La Cour de justice de l’Union européenne, dans son arrêt du 6 octobre 2016, a statué sur la compatibilité d’une réglementation nationale avec la libre circulation. Cette affaire concerne des fonctionnaires nationaux détachés auprès d’une institution de l’Union européenne pour y exercer des fonctions d’agents temporaires. Les intéressés demeuraient affiliés au régime de retraite de leur État d’origine tout en cotisant obligatoirement au régime de pension de l’Union. L’administration nationale appliquait une règle de plafonnement réduisant la pension nationale à concurrence du montant de la pension acquise lors du détachement. Les requérants ont demandé l’abrogation de cette réglementation mais ont essuyé un refus implicite du Premier ministre de la République française. Le Conseil d’État (France), saisi du litige, a décidé de surseoir à statuer par un arrêt rendu le 8 avril 2015. La juridiction administrative interrogeait le juge européen sur l’interprétation de l’article 45 TFUE face à cette limitation des droits à pension. La Cour répond que le droit de l’Union s’oppose à une perte d’avantages sociaux résultant d’un choix d’affiliation maintenu durant le détachement. L’analyse portera d’abord sur l’identification d’une entrave à la libre circulation avant d’étudier l’incompatibilité de la règle nationale de plafonnement.
I. L’identification d’une entrave à la libre circulation des travailleurs
A. L’applicabilité de la liberté de circulation aux agents de l’Union
La Cour rappelle que les agents travaillant pour une institution européenne ne sauraient se voir refuser le bénéfice des droits liés à l’article 45 TFUE. Cette liberté fondamentale s’applique dès lors qu’un ressortissant accepte un emploi dans une organisation internationale située dans un autre État membre. L’exercice de compétences sociales par les États membres doit impérativement respecter les dispositions du traité relatives à la libre circulation des travailleurs. La reconnaissance de l’applicabilité du droit de l’Union permet d’apprécier le caractère dissuasif des mesures nationales sur la mobilité des agents.
B. La caractérisation d’un effet dissuasif sur la mobilité professionnelle
Le dispositif national prévoit un mécanisme d’écrêtement empêchant le cumul intégral des pensions acquises au titre des deux régimes de retraite distincts. La Cour juge que cette règle est « susceptible de gêner ou de rendre moins attrayant l’exercice » de la liberté garantie par le traité. Elle souligne que le déplacement dans un autre État ne doit pas désavantager le travailleur par rapport à une carrière purement nationale. Le caractère facultatif de l’option ne modifie pas la nature contraignante de la perte d’avantages subie par les agents lors de leur retraite.
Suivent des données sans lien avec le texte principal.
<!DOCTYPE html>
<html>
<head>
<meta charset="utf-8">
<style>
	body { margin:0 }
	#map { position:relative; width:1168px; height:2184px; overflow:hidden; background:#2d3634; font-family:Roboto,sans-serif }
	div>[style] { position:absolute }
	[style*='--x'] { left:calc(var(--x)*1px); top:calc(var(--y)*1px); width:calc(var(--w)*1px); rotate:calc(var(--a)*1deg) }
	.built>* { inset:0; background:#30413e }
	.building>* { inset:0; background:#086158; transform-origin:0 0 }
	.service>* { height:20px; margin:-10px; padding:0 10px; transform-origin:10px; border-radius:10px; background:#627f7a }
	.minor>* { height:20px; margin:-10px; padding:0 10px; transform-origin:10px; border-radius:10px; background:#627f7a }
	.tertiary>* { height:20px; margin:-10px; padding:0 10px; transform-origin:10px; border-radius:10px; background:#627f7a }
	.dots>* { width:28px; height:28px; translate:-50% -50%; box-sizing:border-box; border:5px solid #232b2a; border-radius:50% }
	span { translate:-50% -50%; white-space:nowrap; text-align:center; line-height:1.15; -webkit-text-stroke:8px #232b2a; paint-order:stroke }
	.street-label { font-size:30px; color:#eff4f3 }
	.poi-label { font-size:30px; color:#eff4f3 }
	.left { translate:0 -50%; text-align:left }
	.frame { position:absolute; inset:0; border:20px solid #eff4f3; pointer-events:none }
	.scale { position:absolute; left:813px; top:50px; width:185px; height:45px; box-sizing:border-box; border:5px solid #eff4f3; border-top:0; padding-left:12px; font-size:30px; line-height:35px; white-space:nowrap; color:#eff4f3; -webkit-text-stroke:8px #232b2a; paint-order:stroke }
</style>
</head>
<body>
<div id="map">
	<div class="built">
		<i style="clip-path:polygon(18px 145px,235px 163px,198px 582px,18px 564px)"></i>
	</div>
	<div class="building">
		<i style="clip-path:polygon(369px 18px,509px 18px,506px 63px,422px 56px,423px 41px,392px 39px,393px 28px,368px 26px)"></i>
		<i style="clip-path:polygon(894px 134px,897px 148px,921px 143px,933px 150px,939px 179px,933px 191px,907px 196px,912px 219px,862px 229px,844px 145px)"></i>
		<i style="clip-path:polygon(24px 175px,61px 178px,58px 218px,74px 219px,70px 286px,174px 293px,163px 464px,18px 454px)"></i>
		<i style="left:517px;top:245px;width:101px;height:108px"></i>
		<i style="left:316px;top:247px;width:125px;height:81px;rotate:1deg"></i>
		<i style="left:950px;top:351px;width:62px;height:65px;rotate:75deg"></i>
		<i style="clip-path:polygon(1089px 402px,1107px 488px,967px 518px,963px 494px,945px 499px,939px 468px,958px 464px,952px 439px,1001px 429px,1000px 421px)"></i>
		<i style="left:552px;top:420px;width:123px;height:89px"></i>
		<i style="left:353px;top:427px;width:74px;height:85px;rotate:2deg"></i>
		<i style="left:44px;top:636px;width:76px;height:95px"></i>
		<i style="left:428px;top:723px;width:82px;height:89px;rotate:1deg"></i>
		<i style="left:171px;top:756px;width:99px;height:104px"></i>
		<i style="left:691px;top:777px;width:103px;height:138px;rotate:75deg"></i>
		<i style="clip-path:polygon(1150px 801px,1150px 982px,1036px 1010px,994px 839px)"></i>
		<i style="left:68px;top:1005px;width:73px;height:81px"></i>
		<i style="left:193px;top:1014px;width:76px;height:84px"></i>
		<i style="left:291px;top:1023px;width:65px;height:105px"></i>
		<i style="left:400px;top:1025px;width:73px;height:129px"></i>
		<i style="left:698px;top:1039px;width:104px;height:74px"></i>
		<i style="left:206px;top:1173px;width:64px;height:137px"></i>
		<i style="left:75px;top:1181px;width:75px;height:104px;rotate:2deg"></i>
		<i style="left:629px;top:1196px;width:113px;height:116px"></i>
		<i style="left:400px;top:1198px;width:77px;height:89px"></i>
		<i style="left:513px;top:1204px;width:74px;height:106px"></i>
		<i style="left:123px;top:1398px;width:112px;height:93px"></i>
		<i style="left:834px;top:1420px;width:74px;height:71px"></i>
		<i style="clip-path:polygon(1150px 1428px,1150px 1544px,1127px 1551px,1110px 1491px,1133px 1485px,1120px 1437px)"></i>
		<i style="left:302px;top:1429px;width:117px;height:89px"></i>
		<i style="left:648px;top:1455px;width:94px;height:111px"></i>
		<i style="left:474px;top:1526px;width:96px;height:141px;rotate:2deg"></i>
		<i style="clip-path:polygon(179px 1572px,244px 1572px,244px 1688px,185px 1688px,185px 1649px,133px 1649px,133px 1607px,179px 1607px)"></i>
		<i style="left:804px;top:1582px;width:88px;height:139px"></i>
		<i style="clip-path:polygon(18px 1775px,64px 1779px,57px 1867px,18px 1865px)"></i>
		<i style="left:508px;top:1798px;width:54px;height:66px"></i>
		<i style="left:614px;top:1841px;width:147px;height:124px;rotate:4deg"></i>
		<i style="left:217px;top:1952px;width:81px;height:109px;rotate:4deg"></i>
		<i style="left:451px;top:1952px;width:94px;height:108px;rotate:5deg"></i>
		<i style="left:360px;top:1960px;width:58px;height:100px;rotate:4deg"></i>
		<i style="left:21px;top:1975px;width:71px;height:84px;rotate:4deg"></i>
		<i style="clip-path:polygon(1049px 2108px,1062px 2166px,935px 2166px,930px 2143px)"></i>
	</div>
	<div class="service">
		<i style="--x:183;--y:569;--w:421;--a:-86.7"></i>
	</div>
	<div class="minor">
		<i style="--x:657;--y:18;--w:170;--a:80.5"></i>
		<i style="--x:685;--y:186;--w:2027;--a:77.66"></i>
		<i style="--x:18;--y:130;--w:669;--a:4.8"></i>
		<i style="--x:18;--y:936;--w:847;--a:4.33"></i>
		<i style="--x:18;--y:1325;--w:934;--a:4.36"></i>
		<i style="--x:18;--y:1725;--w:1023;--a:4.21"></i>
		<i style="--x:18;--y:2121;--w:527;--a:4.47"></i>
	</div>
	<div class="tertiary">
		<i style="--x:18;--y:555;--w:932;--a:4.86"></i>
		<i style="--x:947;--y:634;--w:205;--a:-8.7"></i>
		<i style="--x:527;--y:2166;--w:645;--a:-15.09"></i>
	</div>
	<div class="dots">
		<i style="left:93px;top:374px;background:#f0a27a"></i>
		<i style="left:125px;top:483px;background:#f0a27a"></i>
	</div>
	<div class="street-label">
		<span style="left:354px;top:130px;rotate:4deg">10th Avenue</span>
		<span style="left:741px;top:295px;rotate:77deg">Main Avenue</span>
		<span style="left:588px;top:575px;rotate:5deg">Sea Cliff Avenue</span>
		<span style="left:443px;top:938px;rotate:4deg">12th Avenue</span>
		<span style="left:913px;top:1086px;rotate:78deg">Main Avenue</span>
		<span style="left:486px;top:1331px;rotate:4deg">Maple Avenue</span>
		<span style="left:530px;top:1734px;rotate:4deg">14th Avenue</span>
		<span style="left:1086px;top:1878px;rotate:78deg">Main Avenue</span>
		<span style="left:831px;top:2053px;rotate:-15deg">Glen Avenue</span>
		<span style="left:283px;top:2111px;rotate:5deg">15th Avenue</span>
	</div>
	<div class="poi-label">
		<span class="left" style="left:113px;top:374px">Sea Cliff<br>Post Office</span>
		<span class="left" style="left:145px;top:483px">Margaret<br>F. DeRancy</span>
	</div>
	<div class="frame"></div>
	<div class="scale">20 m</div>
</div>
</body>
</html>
L’analyse de la sanction frappant ces cotisations démontre désormais l’incompatibilité de la règle nationale de plafonnement.
II. L’incompatibilité de la règle nationale de plafonnement des pensions
A. La sanction des cotisations versées à fonds perdu
L’application des règles de plafonnement conduit le fonctionnaire à verser des « contributions à fonds perdu » durant la période de son détachement effectif. En perdant ses avantages correspondants, le travailleur se trouve pénalisé pour avoir exercé son droit de circulation à l’intérieur de l’Union. La Cour relève que les avantages supprimés représentent pourtant « la contrepartie de cotisations » effectivement versées par l’agent au régime de pension national. Ce traitement différencié crée une inégalité injustifiée entre les fonctionnaires mobiles et ceux effectuant l’intégralité de leur carrière sur le territoire national. La privation de la contrepartie des cotisations versées impose alors de vérifier l’existence éventuelle de justifications d’intérêt général.
B. L’absence de justification impérieuse à l’entrave nationale
L’existence d’une entrave à une liberté fondamentale peut être admise seulement si elle répond à des motifs impérieux d’intérêt général proportionnés. Cependant, la juridiction de renvoi et le gouvernement concerné n’ont invoqué aucune justification susceptible de légitimer la restriction apportée aux droits sociaux. La Cour conclut donc à l’incompatibilité de la réglementation nationale qui prive l’agent des bénéfices de son affiliation au régime de retraite d’origine. Cette décision confirme la primauté de la libre circulation sur les mécanismes budgétaires nationaux limitant les droits acquis par les fonctionnaires détachés.